▶ Dataset excerpts
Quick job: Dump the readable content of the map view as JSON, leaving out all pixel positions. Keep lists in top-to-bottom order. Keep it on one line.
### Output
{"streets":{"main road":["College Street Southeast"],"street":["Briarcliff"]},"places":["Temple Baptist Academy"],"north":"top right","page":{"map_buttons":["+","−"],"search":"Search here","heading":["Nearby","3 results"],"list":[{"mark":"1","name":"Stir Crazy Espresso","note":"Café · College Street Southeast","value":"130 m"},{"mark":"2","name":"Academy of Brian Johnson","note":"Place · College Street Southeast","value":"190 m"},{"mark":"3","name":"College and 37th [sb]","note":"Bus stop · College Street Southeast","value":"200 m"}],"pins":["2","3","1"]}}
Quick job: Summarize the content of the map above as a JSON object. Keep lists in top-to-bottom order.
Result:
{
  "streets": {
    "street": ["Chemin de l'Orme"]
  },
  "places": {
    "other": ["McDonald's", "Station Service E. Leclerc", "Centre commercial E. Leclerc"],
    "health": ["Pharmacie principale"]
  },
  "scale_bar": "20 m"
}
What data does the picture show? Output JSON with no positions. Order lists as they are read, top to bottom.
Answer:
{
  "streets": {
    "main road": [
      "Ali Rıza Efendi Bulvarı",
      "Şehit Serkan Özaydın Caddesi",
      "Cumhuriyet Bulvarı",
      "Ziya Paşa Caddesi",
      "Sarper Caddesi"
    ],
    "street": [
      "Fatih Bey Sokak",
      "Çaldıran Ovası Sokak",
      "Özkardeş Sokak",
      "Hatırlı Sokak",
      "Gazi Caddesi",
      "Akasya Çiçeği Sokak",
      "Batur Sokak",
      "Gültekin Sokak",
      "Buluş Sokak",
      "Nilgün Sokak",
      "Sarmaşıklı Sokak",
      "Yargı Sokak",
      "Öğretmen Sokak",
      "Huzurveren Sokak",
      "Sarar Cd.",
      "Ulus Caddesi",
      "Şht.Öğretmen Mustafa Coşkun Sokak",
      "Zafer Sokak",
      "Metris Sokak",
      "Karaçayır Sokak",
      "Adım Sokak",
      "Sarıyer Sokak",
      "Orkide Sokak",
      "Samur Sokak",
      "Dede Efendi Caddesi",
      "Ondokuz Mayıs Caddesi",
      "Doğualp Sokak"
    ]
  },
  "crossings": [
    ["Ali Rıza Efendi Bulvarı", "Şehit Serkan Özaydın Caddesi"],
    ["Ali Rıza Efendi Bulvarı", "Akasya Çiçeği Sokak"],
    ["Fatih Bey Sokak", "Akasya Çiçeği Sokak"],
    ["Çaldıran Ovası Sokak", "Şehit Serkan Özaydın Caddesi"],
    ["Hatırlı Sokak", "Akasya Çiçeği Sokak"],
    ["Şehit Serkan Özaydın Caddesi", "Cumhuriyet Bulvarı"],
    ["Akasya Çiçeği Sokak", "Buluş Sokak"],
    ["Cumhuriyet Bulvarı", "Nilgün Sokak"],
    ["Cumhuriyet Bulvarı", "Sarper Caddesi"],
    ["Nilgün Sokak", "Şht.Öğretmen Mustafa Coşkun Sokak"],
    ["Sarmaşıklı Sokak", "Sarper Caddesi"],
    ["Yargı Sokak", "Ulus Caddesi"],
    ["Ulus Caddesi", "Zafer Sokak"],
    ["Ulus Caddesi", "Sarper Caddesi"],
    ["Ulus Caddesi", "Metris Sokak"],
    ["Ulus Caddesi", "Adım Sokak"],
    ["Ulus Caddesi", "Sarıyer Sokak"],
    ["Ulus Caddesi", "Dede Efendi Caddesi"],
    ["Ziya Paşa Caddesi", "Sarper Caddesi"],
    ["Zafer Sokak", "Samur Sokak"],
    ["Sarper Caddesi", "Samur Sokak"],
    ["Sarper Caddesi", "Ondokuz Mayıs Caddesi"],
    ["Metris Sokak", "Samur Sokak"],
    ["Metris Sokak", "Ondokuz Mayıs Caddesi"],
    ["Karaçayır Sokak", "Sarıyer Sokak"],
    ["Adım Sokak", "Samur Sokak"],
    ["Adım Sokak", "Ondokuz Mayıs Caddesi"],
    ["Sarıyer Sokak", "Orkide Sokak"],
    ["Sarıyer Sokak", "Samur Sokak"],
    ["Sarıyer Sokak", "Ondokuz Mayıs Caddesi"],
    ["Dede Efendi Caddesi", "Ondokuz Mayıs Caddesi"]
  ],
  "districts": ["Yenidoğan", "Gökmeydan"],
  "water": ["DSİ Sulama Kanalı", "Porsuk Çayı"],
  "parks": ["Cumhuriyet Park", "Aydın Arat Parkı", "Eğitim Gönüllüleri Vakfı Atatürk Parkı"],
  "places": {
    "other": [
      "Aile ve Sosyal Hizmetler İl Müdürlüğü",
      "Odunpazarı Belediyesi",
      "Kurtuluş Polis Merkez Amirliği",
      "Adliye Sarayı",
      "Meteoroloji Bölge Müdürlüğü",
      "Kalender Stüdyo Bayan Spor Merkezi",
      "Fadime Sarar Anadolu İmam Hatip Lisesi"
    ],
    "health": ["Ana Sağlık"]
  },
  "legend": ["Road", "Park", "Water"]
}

▶ TASK ITEM
Every single entry is to be retyped exactly.

▶ RESPONSE AREA
Quick job: Dump the readable content of the map view as JSON, leaving out all pixel positions. Keep lists in top-to-bottom order. Keep it on one line.
### Output
{"streets":{"main road":["College Street Southeast"],"street":["Briarcliff"]},"places":["Temple Baptist Academy"],"north":"top right","page":{"map_buttons":["+","−"],"search":"Search here","heading":["Nearby","3 results"],"list":[{"mark":"1","name":"Stir Crazy Espresso","note":"Café · College Street Southeast","value":"130 m"},{"mark":"2","name":"Academy of Brian Johnson","note":"Place · College Street Southeast","value":"190 m"},{"mark":"3","name":"College and 37th [sb]","note":"Bus stop · College Street Southeast","value":"200 m"}],"pins":["2","3","1"]}}
Quick job: Summarize the content of the map above as a JSON object. Keep lists in top-to-bottom order.
Result:
{
  "streets": {
    "street": ["Chemin de l'Orme"]
  },
  "places": {
    "other": ["McDonald's", "Station Service E. Leclerc", "Centre commercial E. Leclerc"],
    "health": ["Pharmacie principale"]
  },
  "scale_bar": "20 m"
}
What data does the picture show? Output JSON with no positions. Order lists as they are read, top to bottom.
Answer:
{
  "streets": {
    "main road": [
      "Ali Rıza Efendi Bulvarı",
      "Şehit Serkan Özaydın Caddesi",
      "Cumhuriyet Bulvarı",
      "Ziya Paşa Caddesi",
      "Sarper Caddesi"
    ],
    "street": [
      "Fatih Bey Sokak",
      "Çaldıran Ovası Sokak",
      "Özkardeş Sokak",
      "Hatırlı Sokak",
      "Gazi Caddesi",
      "Akasya Çiçeği Sokak",
      "Batur Sokak",
      "Gültekin Sokak",
      "Buluş Sokak",
      "Nilgün Sokak",
      "Sarmaşıklı Sokak",
      "Yargı Sokak",
      "Öğretmen Sokak",
      "Huzurveren Sokak",
      "Sarar Cd.",
      "Ulus Caddesi",
      "Şht.Öğretmen Mustafa Coşkun Sokak",
      "Zafer Sokak",
      "Metris Sokak",
      "Karaçayır Sokak",
      "Adım Sokak",
      "Sarıyer Sokak",
      "Orkide Sokak",
      "Samur Sokak",
      "Dede Efendi Caddesi",
      "Ondokuz Mayıs Caddesi",
      "Doğualp Sokak"
    ]
  },
  "crossings": [
    ["Ali Rıza Efendi Bulvarı", "Şehit Serkan Özaydın Caddesi"],
    ["Ali Rıza Efendi Bulvarı", "Akasya Çiçeği Sokak"],
    ["Fatih Bey Sokak", "Akasya Çiçeği Sokak"],
    ["Çaldıran Ovası Sokak", "Şehit Serkan Özaydın Caddesi"],
    ["Hatırlı Sokak", "Akasya Çiçeği Sokak"],
    ["Şehit Serkan Özaydın Caddesi", "Cumhuriyet Bulvarı"],
    ["Akasya Çiçeği Sokak", "Buluş Sokak"],
    ["Cumhuriyet Bulvarı", "Nilgün Sokak"],
    ["Cumhuriyet Bulvarı", "Sarper Caddesi"],
    ["Nilgün Sokak", "Şht.Öğretmen Mustafa Coşkun Sokak"],
    ["Sarmaşıklı Sokak", "Sarper Caddesi"],
    ["Yargı Sokak", "Ulus Caddesi"],
    ["Ulus Caddesi", "Zafer Sokak"],
    ["Ulus Caddesi", "Sarper Caddesi"],
    ["Ulus Caddesi", "Metris Sokak"],
    ["Ulus Caddesi", "Adım Sokak"],
    ["Ulus Caddesi", "Sarıyer Sokak"],
    ["Ulus Caddesi", "Dede Efendi Caddesi"],
    ["Ziya Paşa Caddesi", "Sarper Caddesi"],
    ["Zafer Sokak", "Samur Sokak"],
    ["Sarper Caddesi", "Samur Sokak"],
    ["Sarper Caddesi", "Ondokuz Mayıs Caddesi"],
    ["Metris Sokak", "Samur Sokak"],
    ["Metris Sokak", "Ondokuz Mayıs Caddesi"],
    ["Karaçayır Sokak", "Sarıyer Sokak"],
    ["Adım Sokak", "Samur Sokak"],
    ["Adım Sokak", "Ondokuz Mayıs Caddesi"],
    ["Sarıyer Sokak", "Orkide Sokak"],
    ["Sarıyer Sokak", "Samur Sokak"],
    ["Sarıyer Sokak", "Ondokuz Mayıs Caddesi"],
    ["Dede Efendi Caddesi", "Ondokuz Mayıs Caddesi"]
  ],
  "districts": ["Yenidoğan", "Gökmeydan"],
  "water": ["DSİ Sulama Kanalı", "Porsuk Çayı"],
  "parks": ["Cumhuriyet Park", "Aydın Arat Parkı", "Eğitim Gönüllüleri Vakfı Atatürk Parkı"],
  "places": {
    "other": [
      "Aile ve Sosyal Hizmetler İl Müdürlüğü",
      "Odunpazarı Belediyesi",
      "Kurtuluş Polis Merkez Amirliği",
      "Adliye Sarayı",
      "Meteoroloji Bölge Müdürlüğü",
      "Kalender Stüdyo Bayan Spor Merkezi",
      "Fadime Sarar Anadolu İmam Hatip Lisesi"
    ],
    "health": ["Ana Sağlık"]
  },
  "legend": ["Road", "Park", "Water"]
}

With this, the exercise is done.